DIRECTIONS FOR THIS TASK> Note how many lines in these entries contain "from", and reply with that number alone.

DATA FOR THIS TASK>
[Start of Attachment]

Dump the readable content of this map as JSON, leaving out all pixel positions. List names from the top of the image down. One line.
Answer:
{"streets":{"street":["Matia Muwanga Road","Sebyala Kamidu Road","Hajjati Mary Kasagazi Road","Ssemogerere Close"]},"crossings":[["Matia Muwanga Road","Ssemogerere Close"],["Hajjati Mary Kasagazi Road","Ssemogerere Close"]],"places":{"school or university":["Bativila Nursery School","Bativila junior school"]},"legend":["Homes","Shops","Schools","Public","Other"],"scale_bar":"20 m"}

[End of Attachment]
[Start of Attachment]

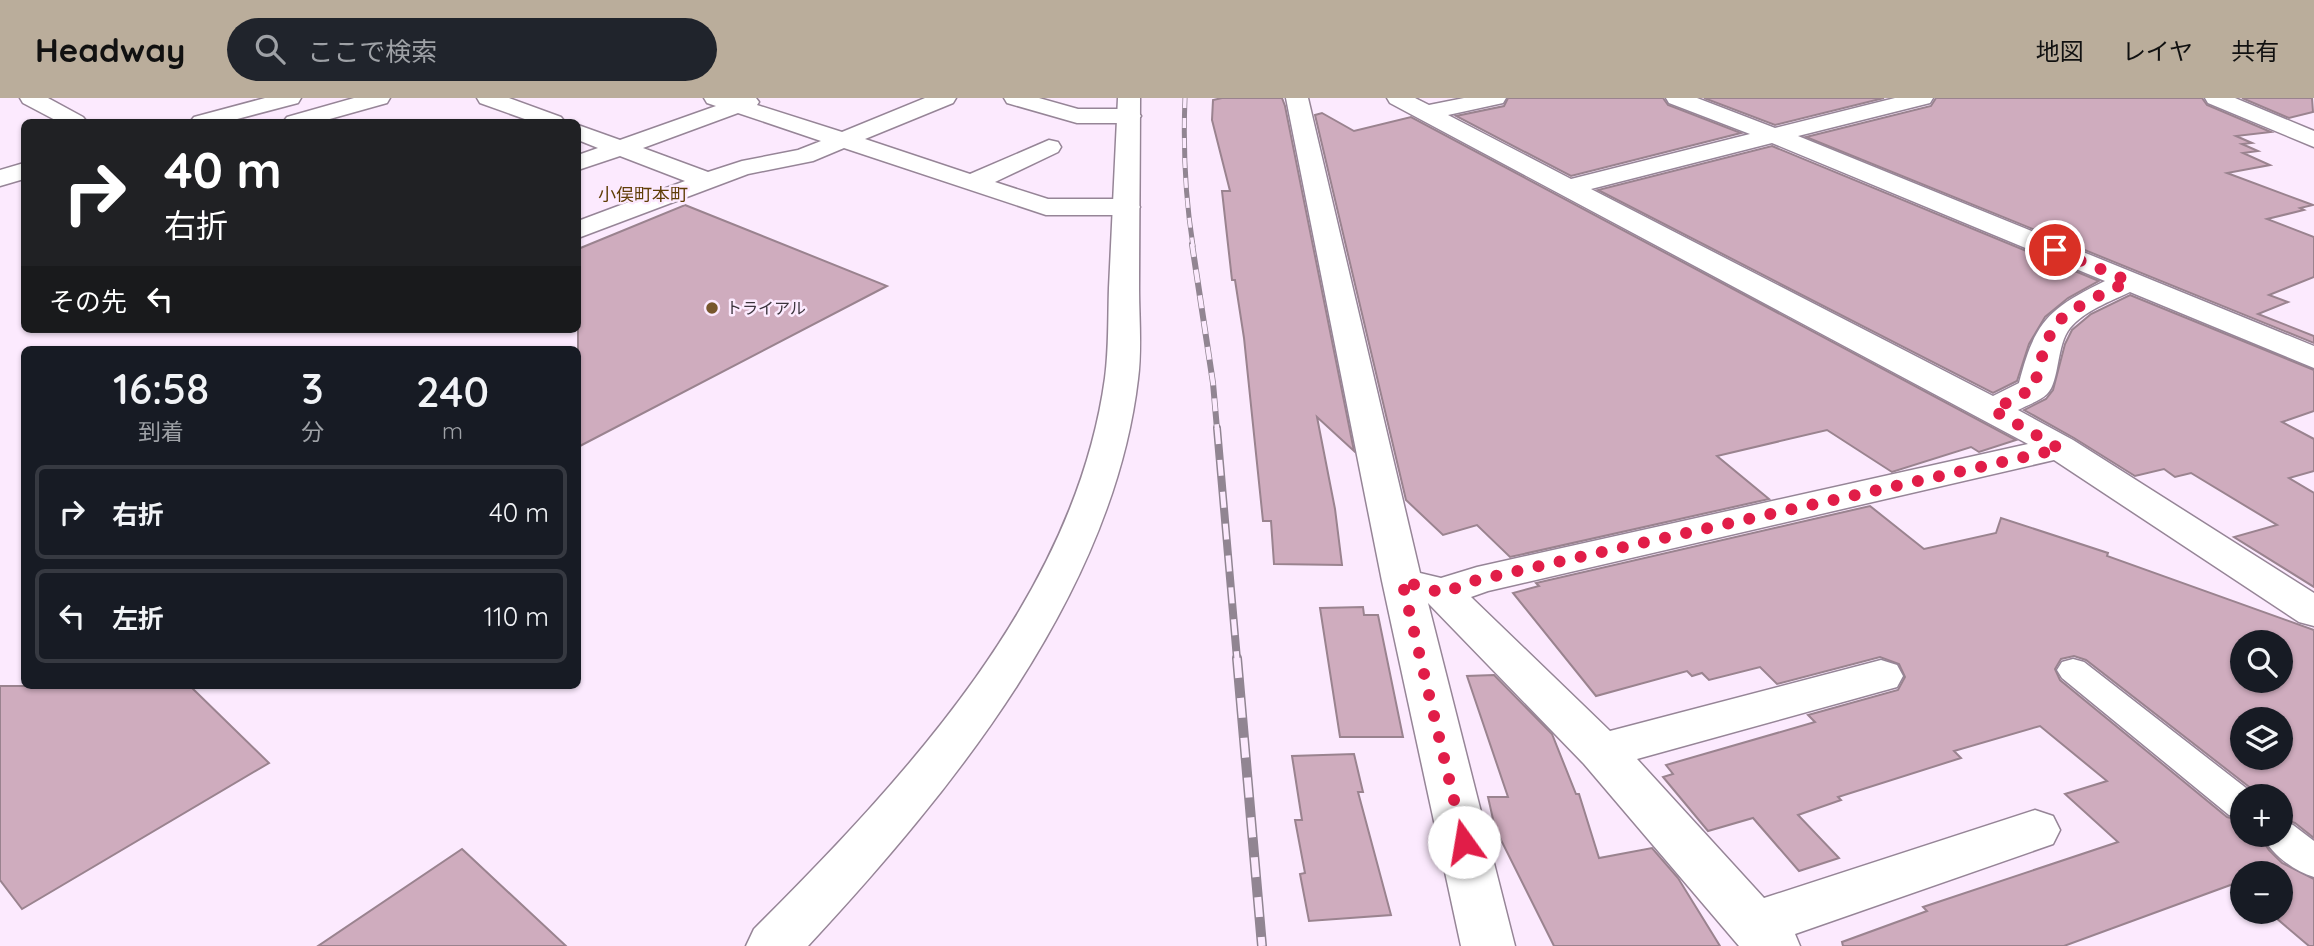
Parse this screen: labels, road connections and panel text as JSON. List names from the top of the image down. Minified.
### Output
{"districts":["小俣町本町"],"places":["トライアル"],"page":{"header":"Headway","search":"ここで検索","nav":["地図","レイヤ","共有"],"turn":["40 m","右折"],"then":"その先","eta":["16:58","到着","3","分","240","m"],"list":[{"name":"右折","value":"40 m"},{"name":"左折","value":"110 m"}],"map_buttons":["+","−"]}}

[End of Attachment]

ANSWER SECTION> 2